Winning the War on Malaria: Part One
Malaria is one of the greatest challenges facing developing nations. Each year, there are an estimated 300-500 million new cases of malaria, killing 1.2 million. It is a disease that disproportionately affects the poor in countries with tropical and sub-tropical climates, with most cases reported in Asia, Africa, and Latin America. The direct costs to individuals and governments for treating malaria have been estimated at $12 billion per year. If the indirect costs were considered, it would be many times greater due to lost wages, productivity, and economic growth.
Global spending to prevent and control malaria has amounted to $5.5 billion annually, a large amount given by official development assistance agencies in Europe and the U.S. Lately, however, there has been a growing role for Public-Private Partnerships such as The Global Fund to Fight AIDS, Tuberculosis, and Malaria and the Medicines for Malaria Venture. Philanthropic organizations such as the Bill and Melinda Gates Foundation and Exxon Mobil have made large contributions to malaria control efforts as well.
The giving has made significant progress in reducing the number of malaria cases. Interventions with bed nets, drugs, and vaccinations have all helped to reduce the number of malaria fatalities from a peak of 1.8 million in 2004. Yet much remains to be done to meet the Millennium Developmental Goals’ targeted reduction rates.
Prioritization of malaria prevention has led to a revival of Indoor Residual Spraying (IRS), the practice of spraying the interior walls of homes with insecticides. Long stigmatized because of negative environmental associations with the insecticides such as dichlorodiphenyltrichloroethane (DDT), IRS has begun to see a revival in popularity. Approximately 14 countries are currently using DDT in IRS applications, with several others making plans to reintroduce it. When used in combination with other prevention techniques, IRS has the potential to further reduce malarial infections.
Historical precedent suggests that when used on a broader scale, IRS can lead to substantial gains against malaria. A case in point is that of India during the 50s and 60s. During that time, USAID provided DDT to India, resulting in the reduction of the malaria burden from an estimated 100 million annual cases to about 100,000 in 1965—a 99.9% reduction rate. With IRS as the centerpiece of the campaign, malaria deaths plummeted from 800,000 a year to almost zero.
A strong correlation has been established between the usage of insecticides and malaria. Case studies in Madagascar, Venezuela, Belize, and South Africa have all confirmed increased malaria rates following national bans of DDT. After banning DDT for a short time in the 1990s, South Africa was forced to reintroduce it due to nonviable insecticide alternatives; in only one season after DDT was introduced, malarial cases declined by almost 70%. Similar success stories have happened for many other nations that have reintroduced DDT IRS.
Despite its remarkable track record in preventing malaria, DDT has been met with large amounts of resistance. Its manufacture and use have been banned in the U.S. since 1973, primarily because of Rachel Carson’s Silent Spring. The Stockholm Convention of 2001, signed by 150 countries, restricted the use of DDT and targeted it for eventual elimination. Recently, the United Nations Environment Program has determined that the date for elimination is 2020 and has begun a campaign to pressure countries to reduce DDT usage.

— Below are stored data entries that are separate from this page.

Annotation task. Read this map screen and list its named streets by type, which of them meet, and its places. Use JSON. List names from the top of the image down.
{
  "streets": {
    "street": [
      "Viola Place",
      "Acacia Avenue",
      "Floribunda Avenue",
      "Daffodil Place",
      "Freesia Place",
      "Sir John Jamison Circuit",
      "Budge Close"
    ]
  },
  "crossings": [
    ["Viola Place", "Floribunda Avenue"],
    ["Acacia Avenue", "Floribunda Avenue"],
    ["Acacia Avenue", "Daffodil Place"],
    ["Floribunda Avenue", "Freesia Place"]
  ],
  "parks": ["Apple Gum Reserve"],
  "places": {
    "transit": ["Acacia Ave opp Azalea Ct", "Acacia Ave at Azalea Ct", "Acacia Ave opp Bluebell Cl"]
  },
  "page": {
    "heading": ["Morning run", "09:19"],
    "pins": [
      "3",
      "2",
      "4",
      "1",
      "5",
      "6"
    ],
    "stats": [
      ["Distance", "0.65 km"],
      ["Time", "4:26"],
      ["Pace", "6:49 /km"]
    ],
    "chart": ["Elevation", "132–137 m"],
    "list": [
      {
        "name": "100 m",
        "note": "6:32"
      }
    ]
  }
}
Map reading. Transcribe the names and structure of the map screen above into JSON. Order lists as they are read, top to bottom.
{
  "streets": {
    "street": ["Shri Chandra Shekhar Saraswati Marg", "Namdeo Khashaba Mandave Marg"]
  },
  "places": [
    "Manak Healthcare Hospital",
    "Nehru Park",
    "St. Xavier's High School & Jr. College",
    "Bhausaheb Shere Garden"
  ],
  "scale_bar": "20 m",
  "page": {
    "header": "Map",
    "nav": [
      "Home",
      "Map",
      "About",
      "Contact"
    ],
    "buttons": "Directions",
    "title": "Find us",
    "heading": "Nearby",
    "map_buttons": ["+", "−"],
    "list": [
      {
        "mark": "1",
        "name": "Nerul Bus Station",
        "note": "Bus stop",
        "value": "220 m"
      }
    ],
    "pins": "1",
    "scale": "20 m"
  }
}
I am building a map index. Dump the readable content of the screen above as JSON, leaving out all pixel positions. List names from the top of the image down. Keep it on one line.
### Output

Granted, there are insecticide alternatives to DDT, but none are quite the same. DDT has a unique advantage over substitutes because it actually repels mosquitoes rather than killing them, preventing them from entering households and delaying the development of resistance. Of all the insecticides recommended by the WHO, DDT is the longest lasting and most cost-effective choice. For low-income countries with constrained budgets, DDT remains one of the most reliable weapons in the fight against malaria. As Guyanese Minister of Health Leslie Ramsammy, M.D., pointed out:
DDT is the most effective and affordable chemical we have to control malaria. . . . [T]he global response to the burgeoning malaria rates in the world should allow for DDT residual spraying.
Many of the more developed countries have begun to acknowledge the importance of DDT IRS. USAID has seen a complete reversal in its policy; two decades ago, the agency ordered some countries to completely ban DDT or lose foreign aid. Today, USAID supports DDT usage with IRS, providing over $20 million of support a year for African countries. The EU has lifted threats of trade obstruction against countries that have trace amounts of DDT in their agricultural products, a concession that has allowed countries to reintroduce DDT without fears of lost trade. These circumstances reveal that, to some extent, nations are becoming grudgingly cognizant of the fact that DDT is here to stay in the near future. Used responsibly, DDT has proven its potential to prevent unnecessary illnesses and save countless lives.